I think, however, that America in 2017 is quite different than Europe in 1937; those classical Marxist and fascist dictatorships had a certain implacable gigantism, a crushing brutalist concrete facade. We've got celebrity obsession, Twitter, virtual reality; as deep as it runs is “you can't say that!” We're even more obsessed with symbols and slogans than they were, but ours always ring just a little ironic and self-puncturing. Donald Trump is no Hitler; he's just too half-assed, too ratings-obsessed, too slapdash, too anxious to be liked. He's too much the American pitchman, more Billy Mays than Francisco Franco.

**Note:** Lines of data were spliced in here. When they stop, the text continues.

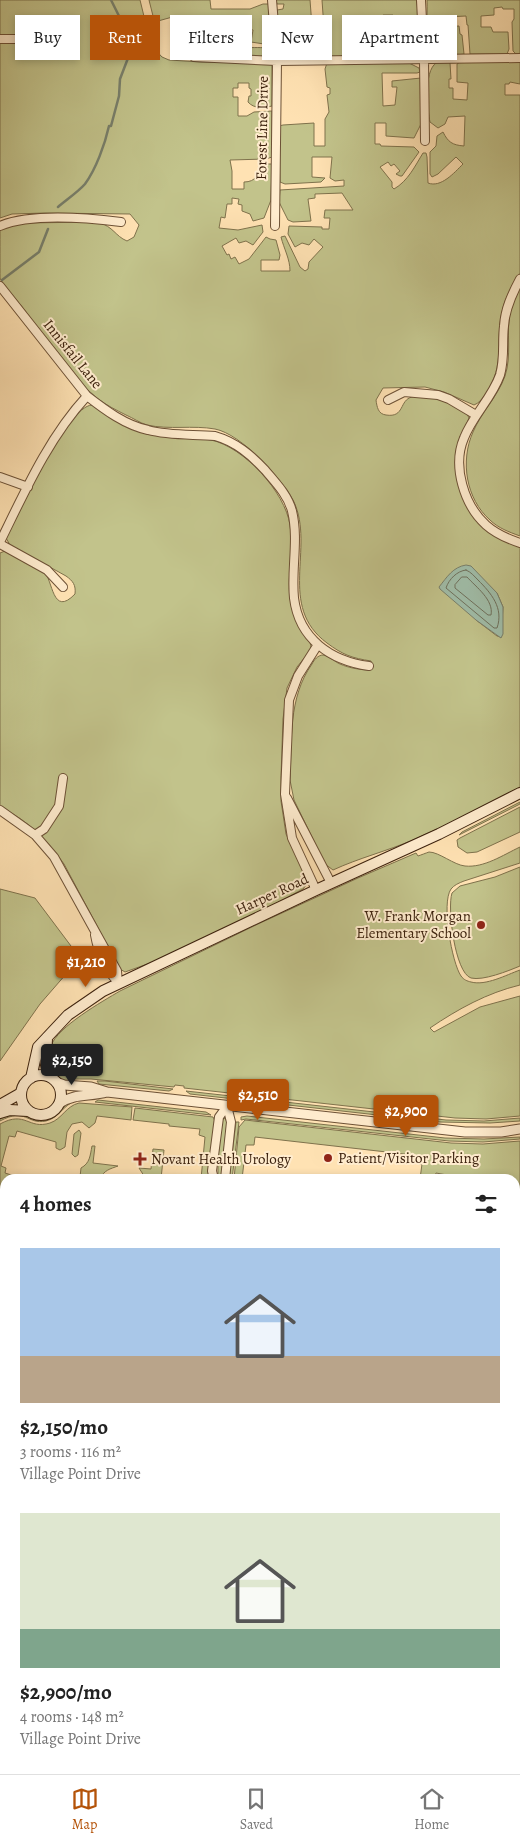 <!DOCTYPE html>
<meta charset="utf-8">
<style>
:root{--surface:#fff;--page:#f2f2f2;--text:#222;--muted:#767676;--line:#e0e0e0;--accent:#b45309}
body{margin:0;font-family:Alegreya,serif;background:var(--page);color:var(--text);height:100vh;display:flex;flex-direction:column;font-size:19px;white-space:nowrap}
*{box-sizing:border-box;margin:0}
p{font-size:16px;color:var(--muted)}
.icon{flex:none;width:28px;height:28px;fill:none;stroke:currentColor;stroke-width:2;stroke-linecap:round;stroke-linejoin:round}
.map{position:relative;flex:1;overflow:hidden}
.sheet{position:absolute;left:0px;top:1174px;width:520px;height:601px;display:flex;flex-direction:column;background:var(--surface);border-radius:15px 15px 0 0;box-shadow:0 2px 8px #0003}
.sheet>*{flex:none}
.hud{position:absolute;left:15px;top:15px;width:490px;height:45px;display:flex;gap:10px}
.price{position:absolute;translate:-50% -42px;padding:0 11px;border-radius:5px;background:var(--accent);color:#fff;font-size:16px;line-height:32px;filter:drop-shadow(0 1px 2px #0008)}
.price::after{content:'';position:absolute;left:50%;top:30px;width:15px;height:11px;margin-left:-8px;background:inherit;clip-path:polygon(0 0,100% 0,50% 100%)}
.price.active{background:#222;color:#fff}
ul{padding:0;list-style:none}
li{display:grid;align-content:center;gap:10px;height:265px;padding:0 20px}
li span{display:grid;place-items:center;height:155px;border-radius:0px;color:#555}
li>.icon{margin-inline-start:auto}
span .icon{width:90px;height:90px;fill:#fffc;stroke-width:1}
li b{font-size:21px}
h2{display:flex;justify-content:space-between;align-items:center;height:60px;padding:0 20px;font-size:21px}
.pill{padding:0 18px;border-radius:0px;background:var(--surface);box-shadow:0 2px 8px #0003;font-size:18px;line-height:45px}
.pill.active{background:var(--accent);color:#fff}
.dock{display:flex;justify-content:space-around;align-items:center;height:70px;border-top:1px solid var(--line);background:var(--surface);font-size:14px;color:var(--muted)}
.dock a{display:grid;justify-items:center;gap:2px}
.dock .active{color:var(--accent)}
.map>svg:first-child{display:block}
</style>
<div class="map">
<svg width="520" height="1774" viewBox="0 0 520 1774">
<rect width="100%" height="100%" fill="#ffe2b3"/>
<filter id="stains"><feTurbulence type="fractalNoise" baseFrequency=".004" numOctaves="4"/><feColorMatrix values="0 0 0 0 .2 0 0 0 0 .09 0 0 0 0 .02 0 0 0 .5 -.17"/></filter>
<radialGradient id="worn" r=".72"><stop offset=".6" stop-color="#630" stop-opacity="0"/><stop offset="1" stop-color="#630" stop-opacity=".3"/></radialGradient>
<path fill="#c2c38b" stroke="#7f724c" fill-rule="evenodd" d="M0,0H140L151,45L162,57L169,60L201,62L272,63V106C264,108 254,109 248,102L249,96H251V89L249,88V83H238V88H233V97H238V116H247L254,112L272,111V157L266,159L230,160L232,171V189H244V182C256,182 259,174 262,164H272L271,200L264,218L253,221L250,214L242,211V205L238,204L239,199L232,198V204H227L225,218L221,217L219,228L238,230L262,225L263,232L253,245L246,241L239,243L236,238L222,246L227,255L229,254L231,259L235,257L239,264L249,259L266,237L270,239L276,240L280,255L279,260H261V271H290C290,259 284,249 281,237L285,236L300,267L305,271L308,269L309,262L323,247L314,239L309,245L302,243L295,247L288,234L289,226L322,227V229H329L330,218H324L325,210H353L342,193L315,194V198L308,199L311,221L293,222L288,220L279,202L280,190L344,186V180L335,181L330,178L332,157H312V177L325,178L321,182L285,184L280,182L279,126L283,125L314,123V146H325V119L329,112L327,95L330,94V88L327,87L325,69L327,63H409L419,68L420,72L417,73H382L383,106L395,105L397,87H392V81L421,78V124L414,138L386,136V123H375V144H380L381,146L414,147L419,152L402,176H400L396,174L400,171L394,164L391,166L388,162L380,167L392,182V187L394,189C408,181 415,166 423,153H426L427,157L428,183C441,188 454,173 463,164L456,157L438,174L432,177L430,174V152L436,146L437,136L443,132C448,142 452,145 464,146L465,116L448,117L445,124L438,128L430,122C427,107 421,50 450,63L451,79H449V88H453V99L467,100L468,83L457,82V64L460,62L520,61V84L510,82L509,84H505V95H520V273C514,284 506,295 503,308C494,340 507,363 485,395C481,400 479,403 474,405L444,392L425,387L383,388L376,400C377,407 378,414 386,415C405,418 399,400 412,397C428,393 455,404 467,414L469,418C458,444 452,464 461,492C463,499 467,508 472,513C486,525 505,535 520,545V787C485,806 449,824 413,840C387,851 359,858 333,870L325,864L294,800L290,780C292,740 288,698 312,664C314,660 318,655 323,655C329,656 335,662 340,664C349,668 361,670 370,670L371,661C352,658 343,655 327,643C277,606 315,548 294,502C282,478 241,434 215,429C193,425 169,430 147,425C140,423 133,418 126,415C116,410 106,405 97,398C67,374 46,338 23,308C17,300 2,285 0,278C0,268 0,240 0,228L21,223L98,222C114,227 115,236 127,241L134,237L139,225L130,214L45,213L12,214L0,218ZM497,593L503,607L501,637L497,636L476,620Z
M149,0H210L211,9H250L263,4H269L272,42L264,44L251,42L253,30L249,29L248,16L234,17L235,37L228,38L227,40C239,52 258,45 272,49L273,59L196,55L193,32L187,16L181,18L176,16L158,21L153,16Z
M276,0H310L313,39L318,38L319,56C275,63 280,43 277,10L283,9L284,4H277Z
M322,0H417L420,45C416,56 405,55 394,56V31H396L395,19H393V15H383V36H386L385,56L326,57Z
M427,0H520V54H516L513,51L512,22L514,19V9H503L502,7L494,8V15L481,16V27H491L493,32H508L509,49L507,54H470L468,25H467L466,16L446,17L447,27L459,26L460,34L462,35L464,54C457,55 447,56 440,55C423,51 428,14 427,0Z
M520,287V536C509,532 498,528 490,520C466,499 460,461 473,432C481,413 498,396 505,376C512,355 506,333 510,312C512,303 516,295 520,287Z
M92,405C107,416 124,427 143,431C164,437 188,436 211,440C244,447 285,492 290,525C294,549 287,574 290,598C292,616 307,629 311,646L310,651L297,667L287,688L283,719L281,777V801L286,834L307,879V884L303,889L252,916L153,962L125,972L120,969L64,864C47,840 28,820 0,807V553L5,551C17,558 33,563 44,572C53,579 52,618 75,594C76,585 73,581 66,576L10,545L6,538C19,514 67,406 92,405Z
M520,802V804L459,835L462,832Z
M520,807V832L477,852L467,853L458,847L457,840L460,838Z
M520,847V863L464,881C459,883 454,885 451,889C441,903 452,963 461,976C464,980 467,981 471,982C486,986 506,975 520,970V985C487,993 458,1009 430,1028L434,1032L480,1007L520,996V1116L486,1119L455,1118L184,1088V1086L175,1085L174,1087L91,1079H70L69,1084L57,1079L48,1065C49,1059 49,1052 51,1046C57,1027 103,1001 120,991L258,924L358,878L416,853L418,856C421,855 426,853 429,852C439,852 454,865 465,866C484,868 503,855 520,847Z
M520,867V966C508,971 483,981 471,978C455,973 447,908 452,893L460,886L495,877Z
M0,889L35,898L80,958L40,1004L0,1061Z
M97,1081H105L173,1089L169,1091L99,1084Z
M186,1091L446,1120L484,1121L520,1118V1121L490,1123L440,1122L190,1094Z
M98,1100L206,1112L211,1115L95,1102Z
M71,1101V1103C62,1108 58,1118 46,1121C27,1125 26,1107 0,1121V1119C25,1107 27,1123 46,1119C57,1117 62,1107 71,1101Z
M79,1103L132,1107L131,1120L97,1116L95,1123L89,1128L82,1122L72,1124L67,1132L65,1147L60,1150L56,1148V1142L17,1131L15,1137L9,1136L1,1166L6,1168L5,1173L24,1179H5V1219L0,1217V1124C26,1110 28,1130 50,1123C62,1119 66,1106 79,1103Z
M135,1108L213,1117L215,1121L210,1160V1179H201L205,1137L199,1135L200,1129L169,1126V1124L133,1120Z
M247,1116L445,1138L484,1139L520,1137V1139L483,1142L449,1141L246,1119L241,1120V1117Z
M225,1118L227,1122L221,1179H218V1157L222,1120Z
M245,1120L451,1143L483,1144L520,1141V1326L515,1324V1179H469L436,1173L434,1179H420L422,1164L413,1163V1155L255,1137L254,1145H246L242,1179H234L239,1127Z
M236,1122H239L232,1179H229Z
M79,1130L81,1133L78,1155L75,1157L72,1154L74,1134Z
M92,1146H95L93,1163L118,1166C110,1169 104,1170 100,1179L80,1177L81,1168C90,1163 90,1156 92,1146Z
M153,1149L164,1150L161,1179H146L139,1168L151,1169Z
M0,1225C7,1234 7,1246 0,1256Z
M5,1260V1696L0,1699V1267Z
M520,1346V1384L515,1387V1350Z
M520,1455V1488L515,1491V1458Z
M515,1705L520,1718V1774H468L466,1770H515Z
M9,1770H65L59,1774H2Z"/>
<path fill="#a0beaa" stroke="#787f6b" d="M466,565L471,566L497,593L503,607V634L501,638L476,620L440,589L439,587C447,577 453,567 466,565Z"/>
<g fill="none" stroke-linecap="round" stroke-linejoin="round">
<path stroke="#6e705c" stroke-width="1" d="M466,570C471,572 474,576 478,580C491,593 504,608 497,628H494L446,588C449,579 457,571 466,570Z
M462,577H467C476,587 494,600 491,615H488L455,588V585Z"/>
<path stroke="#787f6b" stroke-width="2.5" d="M58,207C66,200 78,192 85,184C96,169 105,144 109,126H111L119,96L120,79L133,45V37L129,29L121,20L111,0
M2,280L39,252L48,229"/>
<defs>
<path id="minor" d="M272,0L277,61L275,226
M421,0L424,60L425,141
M0,39H29
M194,57L277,61L520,58
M0,226C31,213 88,218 121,222
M520,279C512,294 505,309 504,326C502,342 505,358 500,375C492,398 473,415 464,438C452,466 464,505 486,525C496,534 508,539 520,543
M0,286L87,396C105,410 125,425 148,430C170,436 194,434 215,436C236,442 251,455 265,470C275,482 288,495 292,511C299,540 291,569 294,598C299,639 331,661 369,666
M388,400L404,392L438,395L449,399L476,415
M0,477L28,487
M0,542C25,491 49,437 87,396
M0,544L47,570L63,587
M287,798L331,883
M0,810L35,835L54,857L117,971L118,983
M35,835L44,829L59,806L63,778
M316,890L292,838L285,794L289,700L298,676L317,646
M95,935C98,952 106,970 118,982
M214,1179L212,1171L219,1117L227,1106
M225,1179L231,1122L227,1106
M515,1343L520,1340
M515,1580L520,1577
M352,1770L355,1774
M187,1774L194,1770"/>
<path id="tertiary" d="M56,1082L64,1085L91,1087L107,1092L465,1132H501L520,1129
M60,1103C75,1093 90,1097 107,1092"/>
<path id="secondary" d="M47,1038C47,1056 41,1063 53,1079
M21 1095a20 20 0 1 1 40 0a20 20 0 1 1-40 0Z
M31,1078L38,1047L68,1015L103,991L316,890L439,834L520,793
M0,1105L21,1093
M0,1113L10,1110L28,1111"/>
<path id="motorway" d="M515,1411L520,1408
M515,1442L520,1439
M0,1719L5,1716
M0,1753L5,1750"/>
</defs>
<use href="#minor" stroke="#6d5136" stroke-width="10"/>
<use href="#tertiary" stroke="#6d5136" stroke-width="11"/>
<use href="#secondary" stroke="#3c210d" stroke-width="12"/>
<use href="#motorway" stroke="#3c210d" stroke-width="16"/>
<use href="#minor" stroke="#ffecce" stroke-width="8"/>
<use href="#tertiary" stroke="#ffecce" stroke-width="9"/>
<use href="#secondary" stroke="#ffecce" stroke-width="10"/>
<use href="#motorway" stroke="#f0c17a" stroke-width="14"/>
</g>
<g fill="#8f2418" stroke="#ffecce" stroke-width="2">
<circle cx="481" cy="925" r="5"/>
<circle cx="328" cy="1158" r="5"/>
<path d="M137.5 1151.5h5v5h5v5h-5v5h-5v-5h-5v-5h5z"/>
</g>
<g text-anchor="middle" stroke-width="4" stroke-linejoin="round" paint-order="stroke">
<g font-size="15" fill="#3c210d" stroke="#ffecce">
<text transform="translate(262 128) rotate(-89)" y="5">Forest Line Drive</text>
<text transform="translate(73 354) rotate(51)" y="5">Innisfail Lane</text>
<text transform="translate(272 894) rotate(-25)" y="5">Harper Road</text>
</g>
<g font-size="15" fill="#3c210d" stroke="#ffecce" text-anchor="start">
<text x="471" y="921" text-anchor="end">W. Frank Morgan<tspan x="471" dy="17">Elementary School</tspan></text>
<text x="338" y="1163">Patient/Visitor Parking</text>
<text x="151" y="1164">Novant Health Urology</text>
</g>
</g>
<rect width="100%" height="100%" filter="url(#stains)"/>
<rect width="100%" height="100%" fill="url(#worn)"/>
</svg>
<b class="price" style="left:86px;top:988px">$1,210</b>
<b class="price active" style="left:72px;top:1086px">$2,150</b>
<b class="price" style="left:258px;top:1121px">$2,510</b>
<b class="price" style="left:406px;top:1137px">$2,900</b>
<div class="hud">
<a class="pill">Buy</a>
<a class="pill active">Rent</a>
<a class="pill">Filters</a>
<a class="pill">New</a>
<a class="pill">Apartment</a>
</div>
<section class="sheet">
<h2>4 homes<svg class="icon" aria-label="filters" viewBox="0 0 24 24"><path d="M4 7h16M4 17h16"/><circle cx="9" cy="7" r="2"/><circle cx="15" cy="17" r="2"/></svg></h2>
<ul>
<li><span style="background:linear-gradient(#a9c7e8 70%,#b9a48a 0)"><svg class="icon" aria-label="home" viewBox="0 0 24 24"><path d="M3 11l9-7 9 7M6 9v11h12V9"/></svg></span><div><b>$2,150/mo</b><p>3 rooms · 116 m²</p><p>Village Point Drive</p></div></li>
<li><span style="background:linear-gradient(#dfe7d0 75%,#7fa58c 0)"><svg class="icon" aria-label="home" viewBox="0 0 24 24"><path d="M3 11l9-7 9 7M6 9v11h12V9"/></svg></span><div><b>$2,900/mo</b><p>4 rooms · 148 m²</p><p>Village Point Drive</p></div></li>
</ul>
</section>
</div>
<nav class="dock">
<a class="active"><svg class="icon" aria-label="map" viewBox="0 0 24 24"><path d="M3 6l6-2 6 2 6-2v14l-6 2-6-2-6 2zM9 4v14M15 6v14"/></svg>Map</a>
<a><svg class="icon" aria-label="saved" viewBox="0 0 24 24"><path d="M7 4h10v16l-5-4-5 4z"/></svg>Saved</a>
<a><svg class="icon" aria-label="home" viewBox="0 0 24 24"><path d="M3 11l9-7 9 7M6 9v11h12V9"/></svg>Home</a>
</nav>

Meanwhile, if you think you're going to throw off your shackles or strike a blow for justice by trolling Republicans (“Nazis”) on Twitter or breaking things and punching people to express your view that Comedy Central shouldn't give that jerk-off his own series, you really should think some more. People have taken to comparing this moment to the 1960s, but I think you'll find that Martin Luther King, the Black Panthers, the SDS, and the Yippies were not fighting to shut up Don Rickles, or even George Wallace, or indeed anyone at all. Quite the reverse; they exploited the possibilities of free speech, and celebrated it, and needed it. You need to focus on the realities of state power being operated on bodies.

It’s a bad time to be an anti-authoritarian; we've got no faction. Looking on the bright side, however, perhaps in the war between Milo and America's undergrads, today's kitsch authoritarians will fight each other to a standstill and a new, even more thorough gridlock will form, debilitating both sides and keeping them from realizing their mad plans for world domination.